[[ GIVEN RECORDS open ]]
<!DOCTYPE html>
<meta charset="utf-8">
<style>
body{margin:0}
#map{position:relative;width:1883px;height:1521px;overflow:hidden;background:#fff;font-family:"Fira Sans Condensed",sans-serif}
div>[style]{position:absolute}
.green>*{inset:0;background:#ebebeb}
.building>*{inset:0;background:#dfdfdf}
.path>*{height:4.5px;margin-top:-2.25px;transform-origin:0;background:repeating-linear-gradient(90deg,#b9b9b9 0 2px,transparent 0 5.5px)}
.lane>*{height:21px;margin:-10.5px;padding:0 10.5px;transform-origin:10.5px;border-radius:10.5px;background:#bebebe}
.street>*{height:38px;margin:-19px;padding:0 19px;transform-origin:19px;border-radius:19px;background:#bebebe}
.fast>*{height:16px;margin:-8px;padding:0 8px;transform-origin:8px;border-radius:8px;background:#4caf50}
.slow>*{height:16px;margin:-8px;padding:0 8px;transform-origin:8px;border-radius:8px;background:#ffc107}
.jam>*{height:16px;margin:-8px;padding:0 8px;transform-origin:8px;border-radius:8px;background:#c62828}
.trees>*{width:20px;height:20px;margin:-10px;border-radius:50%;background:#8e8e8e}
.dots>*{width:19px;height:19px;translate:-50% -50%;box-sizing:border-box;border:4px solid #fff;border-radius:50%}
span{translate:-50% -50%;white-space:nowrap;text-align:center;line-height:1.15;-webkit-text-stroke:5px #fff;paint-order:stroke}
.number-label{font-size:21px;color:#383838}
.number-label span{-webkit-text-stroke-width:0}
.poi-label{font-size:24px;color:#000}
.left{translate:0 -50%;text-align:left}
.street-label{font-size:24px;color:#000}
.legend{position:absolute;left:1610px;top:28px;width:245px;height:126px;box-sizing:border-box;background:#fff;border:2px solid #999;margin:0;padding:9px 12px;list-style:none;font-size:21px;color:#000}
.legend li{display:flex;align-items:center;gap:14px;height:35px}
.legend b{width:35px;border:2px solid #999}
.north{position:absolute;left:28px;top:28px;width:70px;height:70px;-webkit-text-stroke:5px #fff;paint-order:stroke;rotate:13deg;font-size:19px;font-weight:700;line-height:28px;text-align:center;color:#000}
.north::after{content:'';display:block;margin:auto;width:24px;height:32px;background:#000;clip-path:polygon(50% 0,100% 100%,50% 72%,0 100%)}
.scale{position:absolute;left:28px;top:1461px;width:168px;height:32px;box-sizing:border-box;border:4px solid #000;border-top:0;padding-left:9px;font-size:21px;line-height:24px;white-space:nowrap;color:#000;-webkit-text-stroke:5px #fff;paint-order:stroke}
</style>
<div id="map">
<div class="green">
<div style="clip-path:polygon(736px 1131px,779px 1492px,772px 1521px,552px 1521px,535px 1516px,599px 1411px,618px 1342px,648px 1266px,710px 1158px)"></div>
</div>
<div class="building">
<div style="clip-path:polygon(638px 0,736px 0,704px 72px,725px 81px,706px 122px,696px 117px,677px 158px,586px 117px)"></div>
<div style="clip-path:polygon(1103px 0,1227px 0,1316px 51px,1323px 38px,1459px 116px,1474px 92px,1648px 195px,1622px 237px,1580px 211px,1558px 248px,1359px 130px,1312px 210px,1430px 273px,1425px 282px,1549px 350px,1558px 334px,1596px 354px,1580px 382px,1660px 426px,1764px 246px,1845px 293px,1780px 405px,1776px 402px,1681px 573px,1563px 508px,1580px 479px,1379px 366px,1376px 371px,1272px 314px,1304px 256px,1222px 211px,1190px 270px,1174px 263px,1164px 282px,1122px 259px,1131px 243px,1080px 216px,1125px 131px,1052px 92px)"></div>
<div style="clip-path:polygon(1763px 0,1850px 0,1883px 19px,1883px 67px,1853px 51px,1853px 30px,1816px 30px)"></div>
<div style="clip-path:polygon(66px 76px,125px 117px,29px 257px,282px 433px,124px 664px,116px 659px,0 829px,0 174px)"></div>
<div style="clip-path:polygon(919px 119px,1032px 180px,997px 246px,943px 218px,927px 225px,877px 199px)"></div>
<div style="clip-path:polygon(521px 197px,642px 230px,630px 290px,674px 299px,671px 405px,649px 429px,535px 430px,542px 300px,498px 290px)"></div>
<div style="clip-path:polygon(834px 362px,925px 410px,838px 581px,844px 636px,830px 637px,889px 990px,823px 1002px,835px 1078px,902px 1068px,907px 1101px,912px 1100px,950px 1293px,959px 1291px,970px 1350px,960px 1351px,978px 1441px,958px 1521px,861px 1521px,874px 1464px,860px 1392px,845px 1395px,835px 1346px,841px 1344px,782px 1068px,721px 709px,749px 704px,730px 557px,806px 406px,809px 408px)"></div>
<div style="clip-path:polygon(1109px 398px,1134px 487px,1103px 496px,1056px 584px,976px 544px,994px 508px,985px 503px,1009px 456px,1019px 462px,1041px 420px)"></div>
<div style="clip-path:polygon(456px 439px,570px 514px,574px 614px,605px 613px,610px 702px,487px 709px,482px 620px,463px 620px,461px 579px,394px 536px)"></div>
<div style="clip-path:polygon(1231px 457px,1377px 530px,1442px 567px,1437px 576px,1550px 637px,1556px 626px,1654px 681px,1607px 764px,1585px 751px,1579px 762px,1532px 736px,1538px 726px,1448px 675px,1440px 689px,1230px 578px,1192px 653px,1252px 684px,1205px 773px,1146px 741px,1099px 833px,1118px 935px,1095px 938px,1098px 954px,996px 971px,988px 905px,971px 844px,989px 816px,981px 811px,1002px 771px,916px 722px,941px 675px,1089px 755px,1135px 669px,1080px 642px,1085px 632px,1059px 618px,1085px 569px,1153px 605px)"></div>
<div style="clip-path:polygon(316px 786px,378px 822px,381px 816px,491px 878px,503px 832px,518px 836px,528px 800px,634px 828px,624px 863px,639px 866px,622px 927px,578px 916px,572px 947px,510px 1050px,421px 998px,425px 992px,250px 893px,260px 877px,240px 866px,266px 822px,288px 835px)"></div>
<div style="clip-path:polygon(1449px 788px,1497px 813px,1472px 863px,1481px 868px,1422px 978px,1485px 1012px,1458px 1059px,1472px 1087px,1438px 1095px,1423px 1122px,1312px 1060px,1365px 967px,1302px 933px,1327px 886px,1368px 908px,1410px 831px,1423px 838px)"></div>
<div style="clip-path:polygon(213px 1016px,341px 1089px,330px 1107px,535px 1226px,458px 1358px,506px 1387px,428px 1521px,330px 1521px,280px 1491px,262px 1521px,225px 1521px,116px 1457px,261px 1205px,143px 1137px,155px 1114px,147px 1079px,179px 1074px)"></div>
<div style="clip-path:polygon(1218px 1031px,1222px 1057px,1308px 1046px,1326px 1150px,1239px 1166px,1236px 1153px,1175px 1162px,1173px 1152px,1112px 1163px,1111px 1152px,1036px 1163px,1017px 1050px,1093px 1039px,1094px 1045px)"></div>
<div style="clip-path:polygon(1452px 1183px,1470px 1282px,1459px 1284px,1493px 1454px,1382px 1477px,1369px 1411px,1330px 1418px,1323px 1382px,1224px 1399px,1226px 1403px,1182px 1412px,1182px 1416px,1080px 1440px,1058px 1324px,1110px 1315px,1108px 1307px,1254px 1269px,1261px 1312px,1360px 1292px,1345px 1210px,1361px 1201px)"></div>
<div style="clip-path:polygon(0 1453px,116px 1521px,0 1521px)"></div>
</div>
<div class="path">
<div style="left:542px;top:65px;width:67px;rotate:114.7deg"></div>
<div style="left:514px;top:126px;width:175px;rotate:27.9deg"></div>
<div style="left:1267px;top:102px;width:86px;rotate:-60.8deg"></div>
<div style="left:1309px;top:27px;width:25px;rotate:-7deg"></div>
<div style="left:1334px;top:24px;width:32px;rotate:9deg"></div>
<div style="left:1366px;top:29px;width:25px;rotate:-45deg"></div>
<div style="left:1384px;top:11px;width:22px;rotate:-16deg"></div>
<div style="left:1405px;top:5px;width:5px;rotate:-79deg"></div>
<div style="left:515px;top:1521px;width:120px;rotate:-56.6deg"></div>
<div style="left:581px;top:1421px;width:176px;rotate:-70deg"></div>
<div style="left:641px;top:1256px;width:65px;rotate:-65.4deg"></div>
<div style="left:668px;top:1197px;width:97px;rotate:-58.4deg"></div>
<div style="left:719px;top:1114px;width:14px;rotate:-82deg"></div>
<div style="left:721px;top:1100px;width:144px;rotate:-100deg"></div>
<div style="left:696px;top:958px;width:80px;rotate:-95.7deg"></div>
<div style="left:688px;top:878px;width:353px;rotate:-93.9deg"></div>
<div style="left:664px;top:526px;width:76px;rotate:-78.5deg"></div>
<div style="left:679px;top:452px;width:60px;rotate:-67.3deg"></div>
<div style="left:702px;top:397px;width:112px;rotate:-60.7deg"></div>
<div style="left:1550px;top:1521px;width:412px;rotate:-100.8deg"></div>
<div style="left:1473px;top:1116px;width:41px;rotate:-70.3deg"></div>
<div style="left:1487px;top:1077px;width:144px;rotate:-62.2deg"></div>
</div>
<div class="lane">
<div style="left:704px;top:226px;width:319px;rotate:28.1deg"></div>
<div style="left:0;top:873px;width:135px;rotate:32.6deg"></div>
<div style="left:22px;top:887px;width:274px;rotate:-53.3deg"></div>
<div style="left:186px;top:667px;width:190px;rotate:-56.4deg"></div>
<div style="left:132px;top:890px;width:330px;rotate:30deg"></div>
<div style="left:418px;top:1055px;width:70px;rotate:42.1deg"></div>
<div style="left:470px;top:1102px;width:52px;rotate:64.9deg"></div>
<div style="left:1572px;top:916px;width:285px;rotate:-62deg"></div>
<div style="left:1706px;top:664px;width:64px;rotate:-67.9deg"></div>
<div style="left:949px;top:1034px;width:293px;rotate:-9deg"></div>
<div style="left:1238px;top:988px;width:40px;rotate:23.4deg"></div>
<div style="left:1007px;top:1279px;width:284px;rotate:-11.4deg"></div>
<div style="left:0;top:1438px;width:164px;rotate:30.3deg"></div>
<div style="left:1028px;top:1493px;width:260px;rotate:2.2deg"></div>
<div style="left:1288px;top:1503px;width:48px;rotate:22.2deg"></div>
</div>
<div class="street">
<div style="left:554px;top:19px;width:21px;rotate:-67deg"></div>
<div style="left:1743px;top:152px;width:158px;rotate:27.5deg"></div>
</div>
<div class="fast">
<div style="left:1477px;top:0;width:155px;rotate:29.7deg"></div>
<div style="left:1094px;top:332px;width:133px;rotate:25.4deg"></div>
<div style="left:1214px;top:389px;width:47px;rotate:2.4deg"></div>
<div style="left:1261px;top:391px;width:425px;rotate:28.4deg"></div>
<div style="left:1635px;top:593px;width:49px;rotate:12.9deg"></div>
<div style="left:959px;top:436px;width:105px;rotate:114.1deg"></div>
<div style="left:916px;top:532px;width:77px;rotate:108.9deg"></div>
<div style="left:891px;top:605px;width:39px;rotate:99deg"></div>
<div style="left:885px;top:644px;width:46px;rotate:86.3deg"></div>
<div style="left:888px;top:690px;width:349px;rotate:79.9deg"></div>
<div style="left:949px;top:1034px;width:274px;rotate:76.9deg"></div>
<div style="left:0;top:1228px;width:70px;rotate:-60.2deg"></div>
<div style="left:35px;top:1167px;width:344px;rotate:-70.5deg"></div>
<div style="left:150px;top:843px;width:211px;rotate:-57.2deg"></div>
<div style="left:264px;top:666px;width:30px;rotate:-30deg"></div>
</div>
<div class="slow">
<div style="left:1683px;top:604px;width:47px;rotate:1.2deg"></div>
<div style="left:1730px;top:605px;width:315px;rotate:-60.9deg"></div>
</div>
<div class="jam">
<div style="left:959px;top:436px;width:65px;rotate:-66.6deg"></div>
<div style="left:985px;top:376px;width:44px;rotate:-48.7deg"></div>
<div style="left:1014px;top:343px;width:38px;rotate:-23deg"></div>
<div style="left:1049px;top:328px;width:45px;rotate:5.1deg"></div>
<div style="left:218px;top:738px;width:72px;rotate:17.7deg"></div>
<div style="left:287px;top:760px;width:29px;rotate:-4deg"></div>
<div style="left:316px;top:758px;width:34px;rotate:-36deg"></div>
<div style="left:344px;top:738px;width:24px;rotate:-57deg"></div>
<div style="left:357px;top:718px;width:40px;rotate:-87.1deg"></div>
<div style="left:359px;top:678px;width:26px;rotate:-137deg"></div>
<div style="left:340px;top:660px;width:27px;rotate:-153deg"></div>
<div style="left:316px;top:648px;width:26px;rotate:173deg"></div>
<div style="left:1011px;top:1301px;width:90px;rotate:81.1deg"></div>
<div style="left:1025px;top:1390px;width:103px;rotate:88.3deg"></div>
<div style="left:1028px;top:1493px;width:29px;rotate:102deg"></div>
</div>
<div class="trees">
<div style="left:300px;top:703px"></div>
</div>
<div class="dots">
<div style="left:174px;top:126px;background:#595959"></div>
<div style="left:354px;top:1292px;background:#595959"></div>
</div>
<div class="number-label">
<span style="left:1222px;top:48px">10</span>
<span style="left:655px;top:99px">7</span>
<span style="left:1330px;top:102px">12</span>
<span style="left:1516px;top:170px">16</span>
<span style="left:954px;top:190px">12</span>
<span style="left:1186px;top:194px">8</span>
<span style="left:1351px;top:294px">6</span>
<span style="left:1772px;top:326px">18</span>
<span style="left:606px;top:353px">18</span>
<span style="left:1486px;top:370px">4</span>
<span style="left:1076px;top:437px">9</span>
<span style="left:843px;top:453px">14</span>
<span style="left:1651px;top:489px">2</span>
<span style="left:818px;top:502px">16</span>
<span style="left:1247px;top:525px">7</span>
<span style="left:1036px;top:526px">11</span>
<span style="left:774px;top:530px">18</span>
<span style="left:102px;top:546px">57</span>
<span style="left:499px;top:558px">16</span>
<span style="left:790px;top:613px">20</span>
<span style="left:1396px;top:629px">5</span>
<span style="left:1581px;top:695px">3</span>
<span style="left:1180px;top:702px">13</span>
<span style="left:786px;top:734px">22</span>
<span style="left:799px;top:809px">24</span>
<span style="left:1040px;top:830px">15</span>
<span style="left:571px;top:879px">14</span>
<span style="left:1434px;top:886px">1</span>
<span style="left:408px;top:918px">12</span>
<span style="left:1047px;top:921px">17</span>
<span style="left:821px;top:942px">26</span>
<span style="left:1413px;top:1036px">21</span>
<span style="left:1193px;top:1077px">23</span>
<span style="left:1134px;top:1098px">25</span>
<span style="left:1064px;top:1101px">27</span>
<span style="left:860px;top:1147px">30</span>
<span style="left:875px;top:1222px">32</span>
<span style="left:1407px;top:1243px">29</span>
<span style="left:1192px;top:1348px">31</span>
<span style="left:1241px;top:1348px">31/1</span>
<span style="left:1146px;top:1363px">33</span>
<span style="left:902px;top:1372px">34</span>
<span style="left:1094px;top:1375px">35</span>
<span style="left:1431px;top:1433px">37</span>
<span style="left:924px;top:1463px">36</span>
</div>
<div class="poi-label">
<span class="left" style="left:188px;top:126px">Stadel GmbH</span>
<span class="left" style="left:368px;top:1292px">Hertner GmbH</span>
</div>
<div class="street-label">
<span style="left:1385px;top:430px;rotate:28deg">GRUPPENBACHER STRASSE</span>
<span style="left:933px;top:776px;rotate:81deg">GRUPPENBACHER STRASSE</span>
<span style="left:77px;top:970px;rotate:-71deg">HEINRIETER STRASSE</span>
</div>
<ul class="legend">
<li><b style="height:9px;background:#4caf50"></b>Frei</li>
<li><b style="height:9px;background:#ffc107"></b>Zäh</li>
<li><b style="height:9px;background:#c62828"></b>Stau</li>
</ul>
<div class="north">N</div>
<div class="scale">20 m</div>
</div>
[[ GIVEN RECORDS closed ]]
BRIEF
Output exactly the span of lines beginning at the first line of the records and ending at the line that holds "0 2px,transparent 0", inclusive, with no other text.

ANSWER SPACE
<!DOCTYPE html>
<meta charset="utf-8">
<style>
body{margin:0}
#map{position:relative;width:1883px;height:1521px;overflow:hidden;background:#fff;font-family:"Fira Sans Condensed",sans-serif}
div>[style]{position:absolute}
.green>*{inset:0;background:#ebebeb}
.building>*{inset:0;background:#dfdfdf}
.path>*{height:4.5px;margin-top:-2.25px;transform-origin:0;background:repeating-linear-gradient(90deg,#b9b9b9 0 2px,transparent 0 5.5px)}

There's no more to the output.